About this exercise:
Tally the lines below that include "function" and give only the total.

(Stored items)
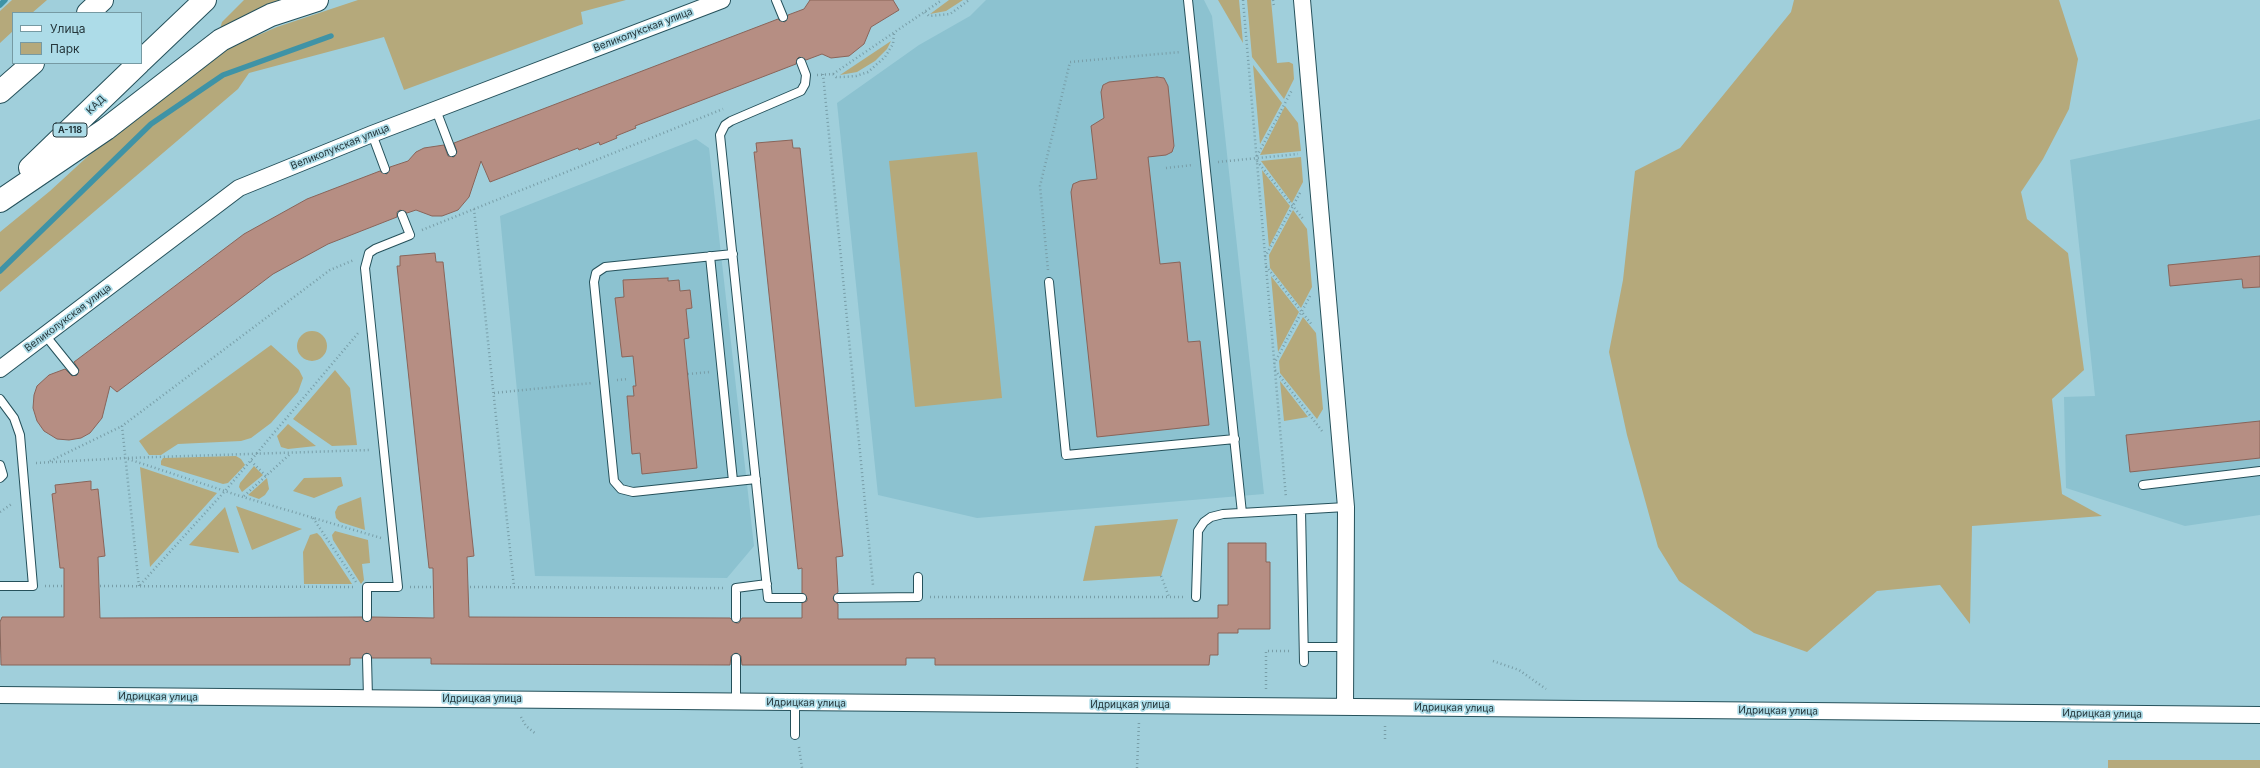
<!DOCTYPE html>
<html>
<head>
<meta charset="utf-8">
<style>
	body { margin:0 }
	#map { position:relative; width:2260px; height:768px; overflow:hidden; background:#a0cfdb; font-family:Inter,sans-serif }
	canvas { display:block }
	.legend { position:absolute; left:12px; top:12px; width:130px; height:52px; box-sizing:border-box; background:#addce8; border:1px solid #769aa3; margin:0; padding:5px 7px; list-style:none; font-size:12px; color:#24363b }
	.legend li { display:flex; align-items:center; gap:8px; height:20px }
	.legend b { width:20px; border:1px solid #769aa3 }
</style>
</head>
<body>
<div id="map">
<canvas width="2260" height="768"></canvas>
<ul class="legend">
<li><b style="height:5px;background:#fff"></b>Улица</li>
<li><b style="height:11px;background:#b5a97b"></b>Парк</li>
</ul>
</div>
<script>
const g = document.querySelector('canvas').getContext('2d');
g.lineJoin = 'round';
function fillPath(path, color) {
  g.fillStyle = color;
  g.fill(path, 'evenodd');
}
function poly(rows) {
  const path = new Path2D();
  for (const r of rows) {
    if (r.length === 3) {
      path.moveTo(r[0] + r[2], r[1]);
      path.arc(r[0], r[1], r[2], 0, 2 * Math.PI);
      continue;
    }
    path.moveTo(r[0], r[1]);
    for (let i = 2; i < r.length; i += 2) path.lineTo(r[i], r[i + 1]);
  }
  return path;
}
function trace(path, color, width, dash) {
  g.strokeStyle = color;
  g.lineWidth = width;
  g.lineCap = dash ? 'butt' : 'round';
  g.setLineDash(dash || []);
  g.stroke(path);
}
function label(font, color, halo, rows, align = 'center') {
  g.font = font + ' Inter,sans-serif';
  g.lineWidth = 3.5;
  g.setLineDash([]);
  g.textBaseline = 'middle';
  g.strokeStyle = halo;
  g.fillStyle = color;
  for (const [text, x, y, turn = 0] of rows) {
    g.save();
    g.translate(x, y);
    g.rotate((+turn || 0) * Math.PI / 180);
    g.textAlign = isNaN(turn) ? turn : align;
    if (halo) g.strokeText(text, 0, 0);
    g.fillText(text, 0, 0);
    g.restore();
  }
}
fillPath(poly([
	[986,0,1204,0,1212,16,1264,494,977,518,878,495,837,103,919,45,970,16],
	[2260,119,2260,515,2185,526,2066,488,2064,397,2095,396,2070,160],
	[696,139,709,148,754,546,727,578,535,576,500,216]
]), '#8cc2d0');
fillPath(poly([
	[12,0,47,0,32,13,13,13,13,31,0,43,0,11],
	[244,0,287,0,220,29,222,22],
	[358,0,626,0,581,12,583,24,404,90,384,37,249,73,238,89,0,292,0,232,50,191,99,146,197,66,240,43,277,27],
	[949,0,963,0,946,11,930,14],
	[1218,0,1239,0,1243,43],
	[1247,0,1271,0,1277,63,1289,62,1293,64,1294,79,1284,99,1252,57],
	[1794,0,2059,0,2078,59,2069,109,2043,159,2021,192,2027,219,2068,253,2084,370,2052,399,2062,494,2102,516,1972,526,1970,624,1940,585,1877,591,1807,652,1754,633,1679,581,1658,547,1627,435,1609,352,1623,280,1635,171,1680,148,1791,12],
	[891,41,887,49,875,61,857,72,840,75],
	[1253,65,1282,103,1260,144],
	[1285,106,1298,123,1301,151,1260,155],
	[977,152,1002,398,915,407,889,161],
	[1301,157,1303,182,1292,203,1261,161],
	[1262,170,1290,206,1269,247],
	[1293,210,1307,229,1312,287,1301,308,1270,268,1269,255],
	[1271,276,1299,312,1278,352],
	[1303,317,1316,333,1323,409,1317,419,1280,373,1279,361],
	[312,346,15],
	[271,345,299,370,303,378,298,392,271,423,251,438,241,441,178,444,161,455,149,455,139,441],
	[335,370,350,388,357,445,332,446,293,419],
	[1280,381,1308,417,1284,421],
	[288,424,316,446,288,449,281,447,277,436],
	[236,456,241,459,245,465,228,483,223,484,161,465,161,461,163,458],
	[254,466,263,475,242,492,239,487,240,483],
	[140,467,217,493,150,567],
	[341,477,343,486,314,498,293,491,304,478],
	[267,478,269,489,265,495,259,499,248,495],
	[361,497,365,530,340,522,336,518,335,512,338,506],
	[236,506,302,529,252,550],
	[225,507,239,553,189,545],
	[1178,519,1161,576,1083,581,1095,526],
	[335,531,368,540,370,563,362,564,364,580,361,584,333,540,332,535],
	[317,533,321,537,352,584,304,584,303,552,310,535],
	[2108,760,2260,760,2260,768,2108,768]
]), '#b5a97b');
trace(poly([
	[0,5,5,0],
	[0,271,151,124,223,75,331,36]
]), '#3f93a6', 5.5);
const building = poly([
	[810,0,893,0,899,10,871,27,864,44,849,56,831,58,822,54,806,60,799,57,797,59,796,64,635,126,636,128,616,136,617,138,600,145,599,142,579,150,578,148,490,182,481,161,469,197,458,210,442,216,432,216,416,210,407,213,400,210,397,212,397,217,328,244,273,274,117,392,110,386,102,418,90,433,81,438,69,440,57,439,44,431,37,421,33,408,34,395,37,386,49,375,65,369,72,376,77,375,79,370,74,362,244,234,307,199,380,171,387,174,390,167,408,161,416,152,424,148,444,145,448,156,454,157,457,152,454,143,778,19,785,22,788,15,804,9,810,0],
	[1157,77,1164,78,1168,86,1174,146,1172,152,1166,155,1148,157,1160,264,1180,262,1188,342,1200,341,1209,425,1097,437,1071,192,1073,184,1080,181,1097,179,1091,126,1104,118,1101,92,1103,85,1109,82,1157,77],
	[792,140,793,148,800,148,843,556,836,557,838,592,833,598,834,601,838,604,838,619,1218,618,1218,605,1228,605,1228,543,1266,543,1266,562,1270,562,1270,629,1238,629,1238,633,1218,633,1218,655,1210,655,1209,665,935,665,935,658,906,658,906,665,742,665,741,656,736,653,731,656,730,665,431,664,431,658,372,658,367,653,364,654,362,658,350,658,350,665,1,665,0,622,2,617,64,617,64,568,60,568,52,494,56,493,55,485,91,481,91,490,98,489,105,556,98,557,100,618,362,617,367,622,372,617,434,618,433,568,429,568,397,266,400,266,400,256,435,253,436,262,443,262,474,556,467,557,469,617,730,618,736,623,739,623,742,618,802,618,802,603,807,601,807,598,802,593,802,568,798,569,754,152,757,152,756,143,792,140],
	[2260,256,2260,287,2243,288,2242,279,2170,286,2168,265,2260,256],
	[668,278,668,281,679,280,680,291,690,290,692,308,686,309,689,338,684,339,697,468,642,474,640,453,632,454,627,396,634,396,633,386,636,386,633,356,622,357,615,298,624,297,623,280,668,278],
	[2260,421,2260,458,2130,472,2126,435,2260,421]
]);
fillPath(building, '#b68e83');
trace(building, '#896459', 1);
const lane = poly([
	[776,0,783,17],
	[1188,0,1242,513],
	[801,62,806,75,805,84,801,91,731,121,725,125,720,135,768,598,802,598],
	[436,110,452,152],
	[372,134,385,169],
	[733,254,605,267,596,273,594,282,614,481,621,489,633,492,756,479],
	[710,256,733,481],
	[1049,282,1066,455,1235,439],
	[45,335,74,371],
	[0,399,14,418,20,435,33,586,0,586],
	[0,465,3,475,0,478],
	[2143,485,2260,471],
	[1301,510,1304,662],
	[1196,597,1198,531,1204,522,1211,517,1223,514,1346,507],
	[838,598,918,597,918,577],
	[367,617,367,587,398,587,365,268,369,253,375,249,410,235,402,215],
	[736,618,736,588,767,584],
	[1304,647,1345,647],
	[367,658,368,698],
	[736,658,736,702],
	[795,703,795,735]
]);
const street = poly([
	[1302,0,1346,507,1345,707],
	[0,369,239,188,372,134,722,0],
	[0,695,2260,715]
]);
const highway = poly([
	[88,13,102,0],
	[141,61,205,0],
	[0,92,33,63],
	[30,168,139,63],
	[0,201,106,129,221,40,271,15,317,0]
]);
trace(lane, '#25515b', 10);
trace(street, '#25515b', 18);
trace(highway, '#25515b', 24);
trace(poly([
	[1243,0,1286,498],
	[1273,0,1274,7],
	[925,12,929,16,950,14,969,0],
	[823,74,873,585],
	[833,74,836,77,843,77,856,76,868,72,885,57,893,44,894,33],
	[817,75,833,74,942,0],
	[1257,156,1292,90],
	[1257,161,1304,220],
	[1218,162,1298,154],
	[1166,168,1193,165],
	[474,209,514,587],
	[422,230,723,109],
	[1265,257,1301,191],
	[1266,266,1312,325],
	[1048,270,1040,186,1070,62,1181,52],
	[1274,364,1310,296],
	[1275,370,1322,431],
	[688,374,710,372],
	[617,380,628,379],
	[494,393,592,383],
	[128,459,243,497,381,538],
	[50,461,122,426],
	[251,461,266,476],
	[36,463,126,458,370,450],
	[244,496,290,454],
	[0,512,13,503],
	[313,518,356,582],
	[1161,576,1169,597],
	[140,585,225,491,359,332],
	[45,586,64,586],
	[100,586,354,587],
	[139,586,122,426,330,270,354,260],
	[410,587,433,587],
	[470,587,724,588],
	[930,597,1183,597],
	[1493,661,1519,670,1546,689],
	[1266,689,1266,651,1289,651,1289,650],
	[521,717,526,726,536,734],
	[1385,739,1385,724],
	[799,747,802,768],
	[1137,768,1139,722]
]), '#789ea8', 2.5, [1, 3]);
trace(lane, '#fff', 8);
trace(street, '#fff', 16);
trace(highway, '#fff', 22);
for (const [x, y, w] of [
	[70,130,34]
]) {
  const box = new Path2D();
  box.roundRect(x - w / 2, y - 7, w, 14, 3);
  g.fillStyle = '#addce8';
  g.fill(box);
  trace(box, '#24363b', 1);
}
label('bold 9px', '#24363b', null, [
	["А-118",70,130]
]);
label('10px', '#24363b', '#addce8', [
	["Великолукская улица",643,30,-21],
	["КАД",96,105,-44],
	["Великолукская улица",340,147,-22],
	["Великолукская улица",68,318,-37],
	["Идрицкая улица",158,697,1],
	["Идрицкая улица",482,699],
	["Идрицкая улица",806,703,1],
	["Идрицкая улица",1130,705],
	["Идрицкая улица",1454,708,1],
	["Идрицкая улица",1778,711,1],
	["Идрицкая улица",2102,714,1]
]);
</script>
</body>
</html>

Written response:
4